Last fall, the World Health Organization included semaglutide and tirzepatide on its list of essential medicines, calling for the development of affordable generics for developing countries. Studies indicate that generic production of semaglutide could be as low as $4 per month. Patents will expire in some countries as early as 2026; in Belgium, the deadline is expected for 2031.
To refund or not to refund?
Until then, should these medications be reimbursed? This is the heart of the debate. For the National Institute of Health and Disability Insurance (Inami), “taking into account the price of a treatment and the number of potential patients, it would cost a colossal sum”.

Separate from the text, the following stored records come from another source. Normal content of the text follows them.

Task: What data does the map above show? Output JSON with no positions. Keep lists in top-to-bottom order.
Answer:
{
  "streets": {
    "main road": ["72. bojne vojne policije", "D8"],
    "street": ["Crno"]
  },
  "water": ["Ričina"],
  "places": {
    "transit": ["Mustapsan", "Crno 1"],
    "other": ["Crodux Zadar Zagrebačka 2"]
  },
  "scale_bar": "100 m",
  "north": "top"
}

Novo Nordisk returns the argument in Litter. “The question is not whether we can afford to reimburse treatment, but rather whether we have the capacity not to do so,” says Axel De Muyt, general manager BeLux of the company. The manufacturer emphasizes that targeted reimbursement would reduce the financial and social burden linked to some 200 diseases associated with obesity – diabetes, hypertension, cardiovascular diseases.
The office of Minister of Health Frank Vandenbroucke indicates for its part that the files are being analyzed by the reimbursement commission, with no timetable announced.
Ozempic increasingly used in Luxembourg
The solution would be in the middle of the ford, as often. The medical world is calling in particular for reimbursement limited to people who have significant risk factors. But nevertheless insists: reimbursing the drug without financing the support – nutritionists, physiotherapists, psychologists – “does not make sense”.
Medicine then, but also better lifestyle? The response from specialists is unanimous: medicine cannot do everything. We need global support. The problem should cross all public policies, from land use planning to mobility, including food taxation, work organization and sport. We are far from it.
New perspectives… and new debates ahead
Other debates are pressing on the doorstep of Western society. Beyond weight loss, new molecules are opening up unexpected avenues. A study published at the beginning of March in the British Medical Journal suggests that GLP-1 analogs could reduce addictive behaviors — alcohol, nicotine, cocaine, opioids. So why not investigate this avenue further?
In high-level sport, moreover, semaglutide is put under surveillance by the World Anti-Doping Agency, which must decide by the end of 2027 on a possible classification as a doping product.
Finally, there is the phenomenon known as the “Ozempic face” – an emaciated face resulting from too rapid fat loss – which illustrates how these treatments serve the strong return of the cult of (extreme) thinness. Demi Moore has, despite herself, become the controversial symbol in the celebrity press and on social networks, ruthless towards the American actress of Ghost and of Indecent proposal.